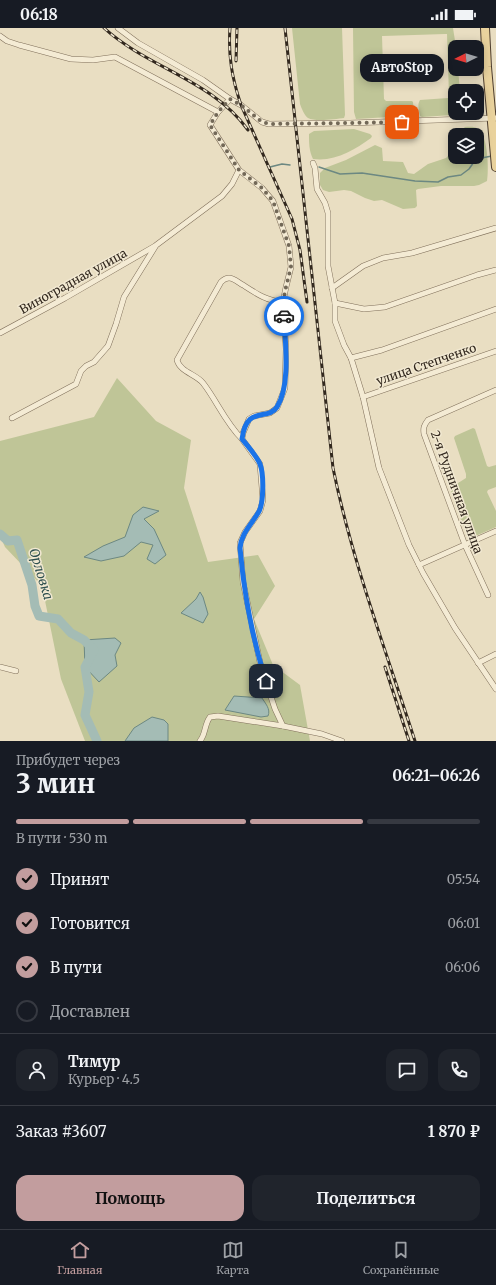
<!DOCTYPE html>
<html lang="ru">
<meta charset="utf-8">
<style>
:root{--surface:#171b24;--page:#20242c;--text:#f1f3f6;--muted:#9ea1a6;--line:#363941;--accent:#c29d9e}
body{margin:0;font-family:Merriweather,serif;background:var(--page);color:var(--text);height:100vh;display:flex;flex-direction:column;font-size:15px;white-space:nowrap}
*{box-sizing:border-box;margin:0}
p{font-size:13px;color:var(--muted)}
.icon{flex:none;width:22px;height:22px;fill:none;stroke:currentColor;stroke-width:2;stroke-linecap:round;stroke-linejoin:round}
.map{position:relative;height:713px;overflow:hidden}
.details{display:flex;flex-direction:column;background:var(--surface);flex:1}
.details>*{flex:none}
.needle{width:26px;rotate:265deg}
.buttons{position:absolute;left:448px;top:12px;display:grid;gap:8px}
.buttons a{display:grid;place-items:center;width:36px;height:36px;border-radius:8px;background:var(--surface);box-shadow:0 2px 10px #0003;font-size:20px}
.pin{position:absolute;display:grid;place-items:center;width:34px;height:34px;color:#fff;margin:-17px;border-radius:8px;box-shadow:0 2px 6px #0006}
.courier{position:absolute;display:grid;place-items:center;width:40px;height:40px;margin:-20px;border:3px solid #1a73e8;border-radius:50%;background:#fff;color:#222;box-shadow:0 1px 5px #0007}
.bubble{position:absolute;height:28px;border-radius:12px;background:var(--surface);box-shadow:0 2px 10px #0003;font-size:13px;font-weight:700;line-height:28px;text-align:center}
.summary em{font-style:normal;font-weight:700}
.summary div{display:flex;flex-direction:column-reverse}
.summary{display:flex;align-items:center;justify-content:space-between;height:68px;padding:0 16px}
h1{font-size:26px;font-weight:700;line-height:30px}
.bar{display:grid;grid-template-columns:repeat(4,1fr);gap:6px 4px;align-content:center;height:48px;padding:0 16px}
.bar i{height:5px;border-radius:3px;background:var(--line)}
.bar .active{background:var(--accent)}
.bar p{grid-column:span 4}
.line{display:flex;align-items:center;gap:10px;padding:0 16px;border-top:1px solid var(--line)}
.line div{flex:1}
.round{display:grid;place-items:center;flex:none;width:42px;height:42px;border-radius:12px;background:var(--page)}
ol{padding:0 16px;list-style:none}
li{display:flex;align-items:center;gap:12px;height:44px}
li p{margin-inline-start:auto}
li .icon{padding:4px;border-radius:50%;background:var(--accent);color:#111;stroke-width:4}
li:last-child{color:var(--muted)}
li i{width:22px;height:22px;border:2px solid var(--line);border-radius:50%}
.cta{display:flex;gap:8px;margin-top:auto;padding:8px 16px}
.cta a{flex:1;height:46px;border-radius:12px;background:var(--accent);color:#111;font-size:16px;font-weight:700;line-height:46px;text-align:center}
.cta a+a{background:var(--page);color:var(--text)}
.status{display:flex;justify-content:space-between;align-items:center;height:28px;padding:0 20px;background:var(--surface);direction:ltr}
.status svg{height:11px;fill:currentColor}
.menu{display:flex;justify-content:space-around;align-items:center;height:56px;border-top:1px solid var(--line);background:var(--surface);font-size:11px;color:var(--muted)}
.menu a{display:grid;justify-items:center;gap:2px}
.menu .active{color:var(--accent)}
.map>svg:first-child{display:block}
.green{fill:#bfc597}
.water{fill:#a4bcb5;stroke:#6c8882}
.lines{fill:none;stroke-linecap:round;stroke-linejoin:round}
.stream{stroke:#6c8882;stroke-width:1.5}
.river{stroke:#a4bcb5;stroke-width:9}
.minor-casing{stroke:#80705b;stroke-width:6}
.primary-casing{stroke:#4e3e2f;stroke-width:10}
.minor{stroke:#f4ebd4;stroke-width:5}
.primary{stroke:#e9d29d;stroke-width:8}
.rail-casing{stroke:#32281e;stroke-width:3}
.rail{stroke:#f1e8d1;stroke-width:1.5;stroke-dasharray:4.5;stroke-linecap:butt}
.done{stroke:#726857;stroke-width:4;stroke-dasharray:0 7.2}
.route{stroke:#1a73e8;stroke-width:5}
.labels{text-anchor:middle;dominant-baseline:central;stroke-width:3;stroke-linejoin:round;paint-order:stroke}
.street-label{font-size:12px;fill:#32281e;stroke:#f1e8d1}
.water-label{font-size:13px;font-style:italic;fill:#2e504f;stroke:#f1e8d1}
</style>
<div class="status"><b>06:18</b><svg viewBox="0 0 49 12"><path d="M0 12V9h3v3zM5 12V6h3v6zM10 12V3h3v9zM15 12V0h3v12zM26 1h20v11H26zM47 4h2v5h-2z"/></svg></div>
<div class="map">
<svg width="496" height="713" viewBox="0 0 496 713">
<rect width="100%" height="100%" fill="#e9dec2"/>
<g class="green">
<path d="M292,0H342L345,87L344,90C336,91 315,94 308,90C304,87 302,81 300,76Z"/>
<path d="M353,0H453L456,19L455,41H458L460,63H455V85H457L452,87L422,89L420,88C419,83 417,76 420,72L448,70L449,68L447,6H445L383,8H382L384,71L386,73H412L413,74L414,86L413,87L406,88L356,91L354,84Z"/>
<path d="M465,99C469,99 474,98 478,101C488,107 489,142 487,153L479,157L474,158H441L418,161L416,162L417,178L415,180L403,181L382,172L374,173L365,170L351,163L344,162L329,164L323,162L320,157V145L325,140L346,132L375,117L382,120L383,133L403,134L408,145L414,146L428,136L446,130L448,128L450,111L455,108V129H477V107H456Z"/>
<path d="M354,101L370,106L372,108L371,110C354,122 335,134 313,131C309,123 309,115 309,106L314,103Z"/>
<path d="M117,350L156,393L191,412L184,460L208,534L258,527L275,558L254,591L273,637L300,657L310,713H85L61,651L42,558L5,519L0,508V413L94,389Z"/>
<path d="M473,400L475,401L487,438L489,439L496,437V459L488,462L487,464L496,483V499L471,510L467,508L451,464L455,457L466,450V446L454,410L455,408Z"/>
</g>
<g class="water">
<path d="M143,479L159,483L144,491L154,501L166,527L155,536L147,531L153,517L141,514L124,528L101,533L84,529L103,518L125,509L133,487Z"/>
<path d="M200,564L203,569L208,586L203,595L181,585L196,571Z"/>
<path d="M115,610L121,615L115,627L117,638L99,654L85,639L84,612Z"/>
<path d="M234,668L262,670C265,675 271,681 268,688L261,689L225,682Z"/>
<path d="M152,689L164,692L168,696V713H125L134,700Z"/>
</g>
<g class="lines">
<g class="stream">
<path d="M270,139L282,136L290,137"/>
<path d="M319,139L340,146L362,145L415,153L438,154L448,149L461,147L469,141L476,131L492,128"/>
</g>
<path class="river" d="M0,506L8,513L17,512L32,557L35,578L39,588L58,591L71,605L84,612L94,622L85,639L89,664L85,687L97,713"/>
<defs>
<g id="minor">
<path d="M118,0L138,15L203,52L230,71L241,77L262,94L269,96L350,95L496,90"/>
<path d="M0,8L7,13L19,17L71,31L93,32L115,29L218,84"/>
<path d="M313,135L315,140L317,161L325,175L328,185V238L335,275V293L344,317L351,330L363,369L379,440L409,517L423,545L455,600L496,661"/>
<path d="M239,142L262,160L273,173L289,218L291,239L286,259L283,274L286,321L285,360L277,380L270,385L254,388L249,391L243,405L242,411L260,436L263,472L260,483L245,504L240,515L243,554L261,639L275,681L283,698L322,706L342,713"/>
<path d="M332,260L363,238L383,230L412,225L496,200"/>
<path d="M335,275L364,281L385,279L477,247L496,242"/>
<path d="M0,305L65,270L155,218L222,168L232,156L239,142L210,97L218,84L230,71"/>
<path d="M351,330L382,322L496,281"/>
<path d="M363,369L496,323"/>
<path d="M12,390L76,356L81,343L86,338L94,334L108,318L116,296L124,269L155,219"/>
<path d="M242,411C225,394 217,373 203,355C196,346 180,344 177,332L221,254C223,252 226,250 229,250C234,250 239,255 243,257C257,266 267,273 283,274"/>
<path d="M419,537L496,503"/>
<path d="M488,567L465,517L424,406C423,400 424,397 428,392L496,362"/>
<path d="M478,635L496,626"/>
<path d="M0,639L16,643"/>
<path d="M200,713C206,706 204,697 210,689L218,688L283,698"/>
</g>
<path id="primary" d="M485,0L487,39L496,139"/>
</defs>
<use href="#minor" class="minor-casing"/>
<use href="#primary" class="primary-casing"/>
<use href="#minor" class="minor"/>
<use href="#primary" class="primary"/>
<defs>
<g id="rail">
<path d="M104,0C148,40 212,52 248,102"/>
<path d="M230,0C228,28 232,50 241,77L292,191L300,222L307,274"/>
<path d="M285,0L333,440C352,533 386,623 415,713"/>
<path d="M236,33L237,0"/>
<path d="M385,639L409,713"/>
</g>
</defs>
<use href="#rail" class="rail-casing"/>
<use href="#rail" class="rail"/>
</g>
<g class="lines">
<path class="done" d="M284,288L283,274L286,259L291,239L289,218L273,173L262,160L239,142L210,97L218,84L230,71L241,77L262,94L270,96L350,95L402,94"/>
<path class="route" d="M266,653C252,610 244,565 240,520C241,506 251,497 258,485C264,477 264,446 260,436C258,430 247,417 242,411C247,376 267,394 277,379C291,357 285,313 284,288"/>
</g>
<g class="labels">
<g class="street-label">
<text transform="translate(73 253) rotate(-29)">Виноградная улица</text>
<text transform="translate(426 336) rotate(-19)">улица Степченко</text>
<text transform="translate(457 464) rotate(70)">2-я Рудничная улица</text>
</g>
<g class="water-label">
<text transform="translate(41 546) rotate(73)">Орловка</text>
</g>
</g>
</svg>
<div class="buttons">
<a><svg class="needle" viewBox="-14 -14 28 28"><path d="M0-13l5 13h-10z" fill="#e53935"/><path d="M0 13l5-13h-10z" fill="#9ea1a6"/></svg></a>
<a><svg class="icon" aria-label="locate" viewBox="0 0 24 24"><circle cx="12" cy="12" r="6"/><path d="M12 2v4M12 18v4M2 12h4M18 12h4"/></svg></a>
<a><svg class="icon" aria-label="layers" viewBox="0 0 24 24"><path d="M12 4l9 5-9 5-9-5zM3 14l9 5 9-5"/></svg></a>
</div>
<div class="pin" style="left:402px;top:94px;background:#ea580c"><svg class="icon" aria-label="bag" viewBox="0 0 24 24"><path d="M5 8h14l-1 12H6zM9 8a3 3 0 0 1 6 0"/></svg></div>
<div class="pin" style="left:266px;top:653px;background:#1f2937"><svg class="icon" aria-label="home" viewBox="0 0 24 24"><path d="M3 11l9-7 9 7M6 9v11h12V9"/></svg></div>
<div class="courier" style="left:284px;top:288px"><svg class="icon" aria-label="car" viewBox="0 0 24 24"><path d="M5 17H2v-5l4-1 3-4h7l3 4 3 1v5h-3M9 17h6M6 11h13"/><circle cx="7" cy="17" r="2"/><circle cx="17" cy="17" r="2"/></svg></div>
<div class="bubble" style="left:360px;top:26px;width:84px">АвтоStop</div>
</div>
<section class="details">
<div class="summary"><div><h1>3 мин</h1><p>Прибудет через</p></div><em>06:21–06:26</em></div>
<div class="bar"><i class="active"></i><i class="active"></i><i class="active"></i><i></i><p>В пути · 530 m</p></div>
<ol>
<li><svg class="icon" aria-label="check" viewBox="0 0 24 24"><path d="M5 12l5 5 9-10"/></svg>Принят<p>05:54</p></li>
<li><svg class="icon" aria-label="check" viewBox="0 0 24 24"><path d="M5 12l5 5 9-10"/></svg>Готовится<p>06:01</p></li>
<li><svg class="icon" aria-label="check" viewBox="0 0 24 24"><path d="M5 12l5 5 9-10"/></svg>В пути<p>06:06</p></li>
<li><i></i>Доставлен</li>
</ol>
<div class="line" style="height:72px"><a class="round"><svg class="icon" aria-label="person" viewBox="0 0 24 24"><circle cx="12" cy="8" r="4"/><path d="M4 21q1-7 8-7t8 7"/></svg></a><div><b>Тимур</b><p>Курьер · 4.5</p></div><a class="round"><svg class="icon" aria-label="chat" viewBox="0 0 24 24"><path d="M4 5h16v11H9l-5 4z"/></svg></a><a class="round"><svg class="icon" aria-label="phone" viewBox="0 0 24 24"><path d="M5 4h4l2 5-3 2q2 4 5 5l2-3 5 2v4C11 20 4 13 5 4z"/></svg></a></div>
<div class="line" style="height:52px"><div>Заказ #3607</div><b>1 870 ₽</b></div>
<div class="cta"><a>Помощь</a><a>Поделиться</a></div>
</section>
<nav class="menu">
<a class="active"><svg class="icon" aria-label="home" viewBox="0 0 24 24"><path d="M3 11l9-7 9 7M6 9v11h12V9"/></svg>Главная</a>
<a><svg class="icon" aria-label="map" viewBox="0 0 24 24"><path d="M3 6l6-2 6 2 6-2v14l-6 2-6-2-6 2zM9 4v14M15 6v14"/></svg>Карта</a>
<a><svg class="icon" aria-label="saved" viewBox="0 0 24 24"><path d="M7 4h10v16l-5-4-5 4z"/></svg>Сохранённые</a>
</nav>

What is expected — The answer is each line in which the word "linecap" occurs, copied from the material above.

Result for this task —
.icon{flex:none;width:22px;height:22px;fill:none;stroke:currentColor;stroke-width:2;stroke-linecap:round;stroke-linejoin:round}
.lines{fill:none;stroke-linecap:round;stroke-linejoin:round}
.rail{stroke:#f1e8d1;stroke-width:1.5;stroke-dasharray:4.5;stroke-linecap:butt}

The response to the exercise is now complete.